Matches PythonScanner.should_skip() logic:
- Skip compiled Python files (.pyc, .pyo, .pyd)
- __pycache__ directories are already filtered by COMMON_SKIP_DIRS
"""
filename = Path(file_path).name
# Skip compiled Python files
if filename.endswith(('.pyc', '.pyo', '.pyd')):
return False
return True
def is_low_value_for_inventory(self, file_path: str, size: int = 0) -> bool:
"""
Identify low-value Python files for inventory listing.
Low-value files (unless central):
- Empty or near-empty __init__.py files
- conftest.py (pytest fixtures, usually boilerplate)
- setup.py/setup.cfg (unless large)
"""
filename = Path(file_path).name
# Empty __init__.py files are low-value
if filename == "__init__.py" and size < 100:
return True
# Empty conftest.py is usually just pytest boilerplate
if filename == "conftest.py" and size < 200:
return True
# Very small setup files
if filename in ("setup.py", "setup.cfg") and size < 100:
return True
# Fall back to base class (very small files)
return super().is_low_value_for_inventory(file_path, size)
def extract_imports(self, file_path: str, content: str) -> list[ImportInfo]:
"""
Extract import statements from Python file.
Patterns supported:
- from x.y import z
- from x.y import z as w
- from x.y import (a, b, c)
- import x.y.z
- import x.y as z
- from . import x (relative import)
- from ..utils import y (relative import)
"""
imports = []
# Pattern 1: from X import Y
from_import_pattern = r'^\s*from\s+([\w.]+)\s+import\s+(.+?)(?:\s+#.*)?$'
for match in re.finditer(from_import_pattern, content, re.MULTILINE):
module = match.group(1)
imported_items_str = match.group(2)
line_num = content[:match.start()].count('\n') + 1
# Parse imported items (handle multi-line imports, aliases)
imported_names = []
# Remove parentheses if present
imported_items_str = imported_items_str.strip('()')

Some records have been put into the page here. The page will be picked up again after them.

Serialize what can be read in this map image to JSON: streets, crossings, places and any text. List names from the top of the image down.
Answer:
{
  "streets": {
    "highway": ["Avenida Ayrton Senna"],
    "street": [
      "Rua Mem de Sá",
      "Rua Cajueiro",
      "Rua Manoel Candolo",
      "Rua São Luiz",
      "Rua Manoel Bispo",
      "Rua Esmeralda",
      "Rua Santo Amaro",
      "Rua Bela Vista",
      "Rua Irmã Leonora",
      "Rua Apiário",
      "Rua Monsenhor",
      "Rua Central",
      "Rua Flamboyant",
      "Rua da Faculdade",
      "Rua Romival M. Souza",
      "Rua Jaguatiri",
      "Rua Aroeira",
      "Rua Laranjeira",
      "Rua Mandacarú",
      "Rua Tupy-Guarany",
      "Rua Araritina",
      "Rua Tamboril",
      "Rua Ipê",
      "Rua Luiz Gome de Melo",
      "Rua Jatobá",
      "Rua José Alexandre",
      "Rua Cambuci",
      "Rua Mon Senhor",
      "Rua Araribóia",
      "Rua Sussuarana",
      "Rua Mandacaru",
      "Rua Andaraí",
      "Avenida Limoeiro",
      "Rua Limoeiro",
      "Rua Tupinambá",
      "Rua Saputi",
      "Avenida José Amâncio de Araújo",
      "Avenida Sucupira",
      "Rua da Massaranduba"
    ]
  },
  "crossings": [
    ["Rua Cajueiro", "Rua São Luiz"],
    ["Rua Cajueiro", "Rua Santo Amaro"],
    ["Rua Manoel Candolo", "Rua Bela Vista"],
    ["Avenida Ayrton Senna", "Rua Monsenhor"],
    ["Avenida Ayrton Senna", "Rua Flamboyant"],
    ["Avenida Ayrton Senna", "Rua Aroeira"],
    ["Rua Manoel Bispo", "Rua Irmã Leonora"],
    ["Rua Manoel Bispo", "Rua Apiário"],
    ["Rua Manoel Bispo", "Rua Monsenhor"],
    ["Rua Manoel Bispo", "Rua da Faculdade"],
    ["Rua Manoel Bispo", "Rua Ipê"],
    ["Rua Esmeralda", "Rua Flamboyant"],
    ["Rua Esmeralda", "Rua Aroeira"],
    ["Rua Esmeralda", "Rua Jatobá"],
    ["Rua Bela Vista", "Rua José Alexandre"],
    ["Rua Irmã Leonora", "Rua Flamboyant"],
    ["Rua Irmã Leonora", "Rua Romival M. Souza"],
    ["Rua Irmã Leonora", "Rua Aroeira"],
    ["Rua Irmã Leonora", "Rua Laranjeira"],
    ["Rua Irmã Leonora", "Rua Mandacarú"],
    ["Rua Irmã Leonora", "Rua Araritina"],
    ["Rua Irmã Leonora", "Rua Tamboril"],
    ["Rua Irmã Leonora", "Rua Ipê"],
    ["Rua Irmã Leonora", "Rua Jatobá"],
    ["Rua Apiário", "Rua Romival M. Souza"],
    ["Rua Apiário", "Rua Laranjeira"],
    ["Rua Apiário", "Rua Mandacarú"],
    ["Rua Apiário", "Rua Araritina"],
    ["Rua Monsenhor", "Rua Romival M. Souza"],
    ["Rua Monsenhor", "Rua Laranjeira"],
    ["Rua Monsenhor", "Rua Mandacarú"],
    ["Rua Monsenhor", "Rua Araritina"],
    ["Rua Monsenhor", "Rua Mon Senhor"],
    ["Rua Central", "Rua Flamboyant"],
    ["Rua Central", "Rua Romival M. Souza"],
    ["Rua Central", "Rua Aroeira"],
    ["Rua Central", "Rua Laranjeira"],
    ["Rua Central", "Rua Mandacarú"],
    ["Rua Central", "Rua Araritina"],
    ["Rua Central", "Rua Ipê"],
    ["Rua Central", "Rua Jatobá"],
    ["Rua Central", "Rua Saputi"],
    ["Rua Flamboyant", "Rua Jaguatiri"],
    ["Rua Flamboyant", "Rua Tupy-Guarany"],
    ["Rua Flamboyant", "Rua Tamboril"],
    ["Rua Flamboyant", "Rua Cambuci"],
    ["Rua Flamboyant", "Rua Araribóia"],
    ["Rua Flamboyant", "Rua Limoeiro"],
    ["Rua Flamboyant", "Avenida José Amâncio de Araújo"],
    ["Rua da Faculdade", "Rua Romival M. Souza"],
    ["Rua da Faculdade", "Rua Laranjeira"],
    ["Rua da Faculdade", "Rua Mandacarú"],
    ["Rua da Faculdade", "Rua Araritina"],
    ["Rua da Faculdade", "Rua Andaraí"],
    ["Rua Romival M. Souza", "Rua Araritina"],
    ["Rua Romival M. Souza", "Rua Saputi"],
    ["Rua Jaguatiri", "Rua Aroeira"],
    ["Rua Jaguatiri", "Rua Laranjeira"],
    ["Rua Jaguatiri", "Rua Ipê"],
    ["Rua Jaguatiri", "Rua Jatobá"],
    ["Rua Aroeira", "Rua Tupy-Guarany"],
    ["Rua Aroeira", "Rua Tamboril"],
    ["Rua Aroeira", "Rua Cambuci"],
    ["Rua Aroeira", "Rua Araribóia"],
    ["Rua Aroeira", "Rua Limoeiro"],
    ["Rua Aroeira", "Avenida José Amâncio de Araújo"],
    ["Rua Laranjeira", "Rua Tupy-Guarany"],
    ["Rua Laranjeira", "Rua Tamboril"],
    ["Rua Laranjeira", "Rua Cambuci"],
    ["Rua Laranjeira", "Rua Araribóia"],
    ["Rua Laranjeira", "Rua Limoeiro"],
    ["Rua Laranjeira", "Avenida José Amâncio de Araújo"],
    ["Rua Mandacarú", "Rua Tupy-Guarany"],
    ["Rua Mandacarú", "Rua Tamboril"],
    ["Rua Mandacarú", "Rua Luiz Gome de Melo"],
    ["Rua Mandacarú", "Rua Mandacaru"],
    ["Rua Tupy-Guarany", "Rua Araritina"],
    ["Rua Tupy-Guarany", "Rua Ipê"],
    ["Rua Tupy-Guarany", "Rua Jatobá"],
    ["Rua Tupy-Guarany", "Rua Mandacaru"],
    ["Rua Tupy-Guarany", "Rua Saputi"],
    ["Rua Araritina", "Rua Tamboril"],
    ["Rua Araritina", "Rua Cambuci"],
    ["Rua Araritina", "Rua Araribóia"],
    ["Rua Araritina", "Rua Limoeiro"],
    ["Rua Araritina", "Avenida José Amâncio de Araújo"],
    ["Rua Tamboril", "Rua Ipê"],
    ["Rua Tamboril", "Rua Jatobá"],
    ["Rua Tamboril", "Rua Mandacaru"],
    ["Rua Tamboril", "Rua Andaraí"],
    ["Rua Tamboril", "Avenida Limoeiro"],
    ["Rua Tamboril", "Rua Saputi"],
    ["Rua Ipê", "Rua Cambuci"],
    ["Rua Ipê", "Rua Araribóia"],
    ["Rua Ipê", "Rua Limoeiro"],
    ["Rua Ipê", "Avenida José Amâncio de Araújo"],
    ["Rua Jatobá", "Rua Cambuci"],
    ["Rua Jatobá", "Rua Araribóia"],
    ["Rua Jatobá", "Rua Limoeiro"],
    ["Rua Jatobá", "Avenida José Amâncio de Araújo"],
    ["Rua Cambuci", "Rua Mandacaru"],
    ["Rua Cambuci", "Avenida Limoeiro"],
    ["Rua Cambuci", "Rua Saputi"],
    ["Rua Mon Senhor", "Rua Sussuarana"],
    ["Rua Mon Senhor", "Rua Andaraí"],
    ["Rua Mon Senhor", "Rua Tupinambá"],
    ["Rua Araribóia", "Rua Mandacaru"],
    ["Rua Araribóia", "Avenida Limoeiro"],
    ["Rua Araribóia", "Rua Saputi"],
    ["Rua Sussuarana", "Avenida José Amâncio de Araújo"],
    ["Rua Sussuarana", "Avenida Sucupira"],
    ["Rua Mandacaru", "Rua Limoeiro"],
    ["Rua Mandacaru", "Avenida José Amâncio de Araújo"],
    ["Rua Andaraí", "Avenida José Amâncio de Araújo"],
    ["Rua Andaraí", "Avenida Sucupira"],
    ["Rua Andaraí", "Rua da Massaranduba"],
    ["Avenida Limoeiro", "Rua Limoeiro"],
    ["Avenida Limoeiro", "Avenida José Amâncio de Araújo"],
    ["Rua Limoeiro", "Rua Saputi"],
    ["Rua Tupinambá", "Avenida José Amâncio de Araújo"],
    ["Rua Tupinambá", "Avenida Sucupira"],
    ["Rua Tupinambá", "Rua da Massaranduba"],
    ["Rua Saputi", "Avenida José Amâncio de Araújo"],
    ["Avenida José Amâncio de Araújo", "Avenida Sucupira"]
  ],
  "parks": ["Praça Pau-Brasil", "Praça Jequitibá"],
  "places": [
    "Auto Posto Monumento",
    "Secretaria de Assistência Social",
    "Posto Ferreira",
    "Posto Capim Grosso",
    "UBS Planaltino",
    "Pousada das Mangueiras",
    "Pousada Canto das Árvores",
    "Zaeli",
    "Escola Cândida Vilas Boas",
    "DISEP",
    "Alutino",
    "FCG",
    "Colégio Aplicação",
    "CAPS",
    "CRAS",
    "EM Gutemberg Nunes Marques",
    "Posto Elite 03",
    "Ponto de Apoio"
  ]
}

for item in imported_items_str.split(','):
item = item.strip()
if ' as ' in item:
name, alias = item.split(' as ')
imported_names.append(name.strip())
else:
imported_names.append(item)
# Determine if relative import
is_relative = module.startswith('.')
import_type = "relative" if is_relative else "from_import"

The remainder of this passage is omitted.